Los feroces vientos del norte no soplaban el día que tú y yo caminamos por la playa cercana a Áulide. Estaba tranquilo, el agua era un vidrio verde, y la arena estaba caliente como ceniza blanca bajo nuestros pies. Oh, cómo envidiamos a los jóvenes griegos que corrían descalzos sobre la orilla entibiada por el sol. Aunque la arena irritaba nuestra pálida piel de turistas, superamos la incomodidad porque queríamos ser como esos jóvenes, con las plantas de los pies endurecidas como el cuero. Sólo a través del dolor y la exposición se forman los callos.

Por la tarde, cuando el día se enfrió, fuimos al templo de Artemisa.

Caminamos a través de las sombras crecientes, y llegamos al altar donde Ifigenia fue sacrificada. A pesar de sus plegarias, de sus lamentos de «Padre, sálvame», los guerreros condujeron a la doncella al altar. Fue atada sobre la pira, y se despejó su cuello para el filo de la hoja. El antiguo dramaturgo Eurípides dice que los soldados de Aireo y toda la milicia miraban el suelo sin deseos de ver derramarse su sangre virginal.
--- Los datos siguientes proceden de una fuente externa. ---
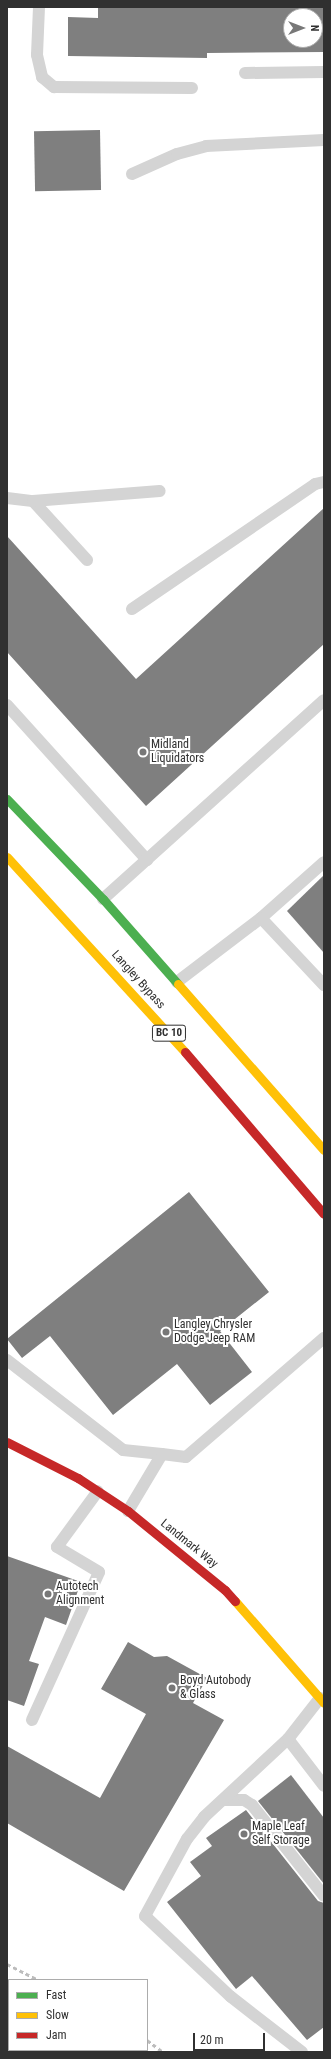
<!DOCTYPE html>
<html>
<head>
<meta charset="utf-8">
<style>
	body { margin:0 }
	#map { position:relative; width:331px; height:2059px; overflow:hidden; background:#fff; font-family:"Roboto Condensed",sans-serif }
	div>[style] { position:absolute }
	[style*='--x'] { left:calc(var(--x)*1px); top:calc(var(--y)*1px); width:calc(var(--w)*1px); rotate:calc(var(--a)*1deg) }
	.stream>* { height:7px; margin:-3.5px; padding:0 3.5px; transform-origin:3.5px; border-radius:3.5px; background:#d8ebf3 }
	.building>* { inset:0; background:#7f7f7f; transform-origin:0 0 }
	.lane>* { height:12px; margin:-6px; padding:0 6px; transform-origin:6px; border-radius:6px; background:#d4d4d4 }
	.fast>* { height:9px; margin:-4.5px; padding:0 4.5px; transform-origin:4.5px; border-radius:4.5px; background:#4caf50 }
	.slow>* { height:9px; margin:-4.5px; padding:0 4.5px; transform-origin:4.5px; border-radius:4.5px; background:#ffc107 }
	.jam>* { height:9px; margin:-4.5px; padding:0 4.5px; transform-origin:4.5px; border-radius:4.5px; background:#c62828 }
	.rail>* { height:3px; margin-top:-1.5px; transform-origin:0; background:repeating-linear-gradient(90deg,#bcbcbc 0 4px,transparent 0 7px) }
	.dots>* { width:11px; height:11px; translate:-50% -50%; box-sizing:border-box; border:2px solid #fff; border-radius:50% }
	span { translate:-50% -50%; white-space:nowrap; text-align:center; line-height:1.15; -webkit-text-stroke:4px #fff; paint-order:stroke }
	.shield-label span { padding:1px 3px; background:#fff; border:1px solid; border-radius:3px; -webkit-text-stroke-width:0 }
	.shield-label { font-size:11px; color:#303030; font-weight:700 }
	.poi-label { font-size:12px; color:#303030 }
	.left { translate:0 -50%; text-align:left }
	.street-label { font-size:12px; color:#303030 }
	.frame { position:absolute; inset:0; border:8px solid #303030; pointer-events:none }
	.legend { position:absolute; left:8px; top:1979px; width:140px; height:72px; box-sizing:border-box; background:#fff; border:1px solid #acacac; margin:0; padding:5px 7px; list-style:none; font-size:12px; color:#303030 }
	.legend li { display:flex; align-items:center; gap:8px; height:20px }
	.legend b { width:20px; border:1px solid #acacac }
	.north { position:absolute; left:283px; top:8px; width:40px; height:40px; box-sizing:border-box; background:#fff; border:1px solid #acacac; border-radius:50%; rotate:90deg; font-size:11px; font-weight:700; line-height:16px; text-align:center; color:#303030 }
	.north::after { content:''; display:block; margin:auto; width:14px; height:18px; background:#787878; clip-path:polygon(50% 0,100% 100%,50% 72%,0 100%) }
	.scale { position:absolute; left:193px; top:2033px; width:72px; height:18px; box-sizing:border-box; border:2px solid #303030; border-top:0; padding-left:5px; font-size:12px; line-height:14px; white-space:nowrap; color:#303030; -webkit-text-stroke:3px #fff; paint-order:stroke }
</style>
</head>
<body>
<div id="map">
	<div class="stream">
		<i style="--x:7;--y:2015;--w:2;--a:27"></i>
		<i style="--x:78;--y:2050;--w:4;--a:27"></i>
	</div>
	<div class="building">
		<i style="clip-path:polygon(evenodd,98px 7px,324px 7px,324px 52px,207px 53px,207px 58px,68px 56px,68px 17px,98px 18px,98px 7px,291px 16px,315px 16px,315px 40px,291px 40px,291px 16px)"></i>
		<i style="left:100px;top:130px;width:60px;height:66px;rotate:89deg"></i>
		<i style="clip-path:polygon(324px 508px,324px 644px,146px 806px,7px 652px,7px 536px,136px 679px)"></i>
		<i style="clip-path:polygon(324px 875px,324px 953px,287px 911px)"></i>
		<i style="clip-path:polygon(189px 1192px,269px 1292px,220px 1331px,252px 1372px,210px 1405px,177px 1364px,113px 1415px,50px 1336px,22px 1358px,7px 1339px)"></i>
		<i style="clip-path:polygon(7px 1556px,81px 1582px,66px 1625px,45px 1617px,29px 1661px,39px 1664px,24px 1706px,7px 1700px)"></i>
		<i style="clip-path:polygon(128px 1642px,154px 1657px,167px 1656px,207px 1678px,193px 1703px,224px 1720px,124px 1891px,7px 1823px,7px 1746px,100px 1798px,146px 1714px,101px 1689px)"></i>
		<i style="clip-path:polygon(291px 1775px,324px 1818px,324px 1884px,258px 1801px)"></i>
		<i style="clip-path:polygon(246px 1810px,318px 1901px,324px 1903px,324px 2027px,307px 2040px,252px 1976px,236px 1989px,167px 1902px,201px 1876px,190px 1862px,212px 1846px,206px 1838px)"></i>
	</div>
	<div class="lane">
		<i style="--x:39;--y:7;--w:48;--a:92.4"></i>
		<i style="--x:37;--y:55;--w:23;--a:77"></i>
		<i style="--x:42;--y:77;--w:16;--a:40"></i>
		<i style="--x:54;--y:87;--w:138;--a:0.4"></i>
		<i style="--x:245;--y:73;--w:79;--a:-0.7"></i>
		<i style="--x:132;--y:174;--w:49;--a:-24"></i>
		<i style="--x:177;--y:154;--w:30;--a:-15"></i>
		<i style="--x:206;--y:146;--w:118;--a:-2.9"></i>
		<i style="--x:7;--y:498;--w:26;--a:7"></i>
		<i style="--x:33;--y:501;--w:80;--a:47.5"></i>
		<i style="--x:33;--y:501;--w:127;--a:-4.5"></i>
		<i style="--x:132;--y:609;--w:222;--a:-34.3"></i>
		<i style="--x:315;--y:484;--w:9;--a:-13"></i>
		<i style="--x:7;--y:705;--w:209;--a:47.9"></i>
		<i style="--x:103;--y:899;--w:297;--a:-42"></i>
		<i style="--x:261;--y:918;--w:84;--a:-41.6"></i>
		<i style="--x:177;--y:982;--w:106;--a:-37.3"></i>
		<i style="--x:261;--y:918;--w:92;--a:46.8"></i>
		<i style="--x:7;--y:1360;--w:147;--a:37.8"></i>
		<i style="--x:123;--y:1450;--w:39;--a:6"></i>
		<i style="--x:128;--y:1511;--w:66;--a:-59.2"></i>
		<i style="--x:162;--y:1454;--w:24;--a:7"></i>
		<i style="--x:186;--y:1457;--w:182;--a:-40.8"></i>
		<i style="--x:32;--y:1720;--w:162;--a:-65.6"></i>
		<i style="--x:99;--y:1572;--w:49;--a:-149.2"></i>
		<i style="--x:57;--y:1547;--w:69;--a:-53.8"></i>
		<i style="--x:288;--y:1739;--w:59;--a:52.5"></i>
		<i style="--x:223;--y:1800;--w:21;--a:0"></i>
		<i style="--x:244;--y:1800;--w:9;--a:32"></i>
		<i style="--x:252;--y:1805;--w:116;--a:51.6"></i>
		<i style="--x:302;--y:2052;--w:90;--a:-142.2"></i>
		<i style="--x:231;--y:1997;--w:118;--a:-136.7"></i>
		<i style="--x:145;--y:1916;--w:88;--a:-61.4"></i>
		<i style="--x:187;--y:1839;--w:28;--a:-52"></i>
		<i style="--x:204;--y:1817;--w:115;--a:-42.9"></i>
		<i style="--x:288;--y:1739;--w:52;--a:-52"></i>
	</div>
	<div class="fast">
		<i style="--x:7;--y:799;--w:139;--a:46.2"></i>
		<i style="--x:103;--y:899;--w:113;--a:48.6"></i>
	</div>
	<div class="slow">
		<i style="--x:7;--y:857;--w:264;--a:47.6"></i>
		<i style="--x:178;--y:984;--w:221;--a:48.7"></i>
		<i style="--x:235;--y:1601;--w:135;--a:48.9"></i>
	</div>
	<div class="jam">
		<i style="--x:185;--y:1052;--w:213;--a:49.4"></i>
		<i style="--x:7;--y:1442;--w:80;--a:26.9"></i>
		<i style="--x:78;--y:1478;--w:60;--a:33.4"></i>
		<i style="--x:128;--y:1511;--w:125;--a:39.2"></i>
		<i style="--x:225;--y:1590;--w:15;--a:48"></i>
	</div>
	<div class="rail">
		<i style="--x:7;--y:1964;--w:35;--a:27"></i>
		<i style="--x:147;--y:2040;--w:20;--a:37"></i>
	</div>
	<div class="dots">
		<i style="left:143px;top:752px;background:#787878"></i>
		<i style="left:166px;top:1332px;background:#787878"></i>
		<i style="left:48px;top:1594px;background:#787878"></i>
		<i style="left:172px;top:1688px;background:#787878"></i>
		<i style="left:244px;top:1834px;background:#787878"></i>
	</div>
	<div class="shield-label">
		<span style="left:169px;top:1033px">BC 10</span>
	</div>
	<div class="poi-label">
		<span class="left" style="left:151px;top:752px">Midland<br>Liquidators</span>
		<span class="left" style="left:174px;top:1332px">Langley Chrysler<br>Dodge Jeep RAM</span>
		<span class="left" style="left:56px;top:1594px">Autotech<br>Alignment</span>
		<span class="left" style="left:180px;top:1688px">Boyd Autobody<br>&amp; Glass</span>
		<span class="left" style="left:252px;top:1834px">Maple Leaf<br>Self Storage</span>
	</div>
	<div class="street-label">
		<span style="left:138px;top:980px;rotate:48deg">Langley Bypass</span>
		<span style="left:189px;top:1544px;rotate:39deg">Landmark Way</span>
	</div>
	<div class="frame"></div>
	<ul class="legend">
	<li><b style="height:5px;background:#4caf50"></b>Fast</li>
	<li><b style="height:5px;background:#ffc107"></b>Slow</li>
	<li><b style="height:5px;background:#c62828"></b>Jam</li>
	</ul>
	<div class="north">N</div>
	<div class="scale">20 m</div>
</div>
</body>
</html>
Sin deseos de ser testigos del horror.

Ah, pero yo hubiera observado. Y tú también lo hubieras hecho. Con todas tus fuerzas.

Puedo ver las tropas silenciosas reunidas en la oscuridad. Imagino el sonido de los tambores, no los latidos vitales de la celebración de unas nupcias, sino una sombría marcha hacia la muerte. Veo la procesión, abriéndose camino hacia la arboleda. La doncella, blanca como un cisne, escoltada por soldados y sacerdotes. Los tambores se detienen.

La alzan, gritando, hasta el altar.

En mi visión, es Agamenón mismo quien empuña la hoja del cuchillo, ¿pues cómo llamarlo sacrificio si no eres tú el que derrama la sangre? Lo veo aproximarse al altar, donde yace su hija, su carne tierna expuesta a los ojos de todos. Ella ruega por su vida en vano.

El sacerdote recoge su pelo y tira hacia atrás, desnudando su garganta. Bajo la piel blanca late la arteria, marcando el lugar para la hoja. Agamenón se coloca junto a su hija, mirando el rostro que ama. Su propia sangre corre por esas venas. En esos ojos ve los suyos. Al cortar su garganta, cortará su propia carne.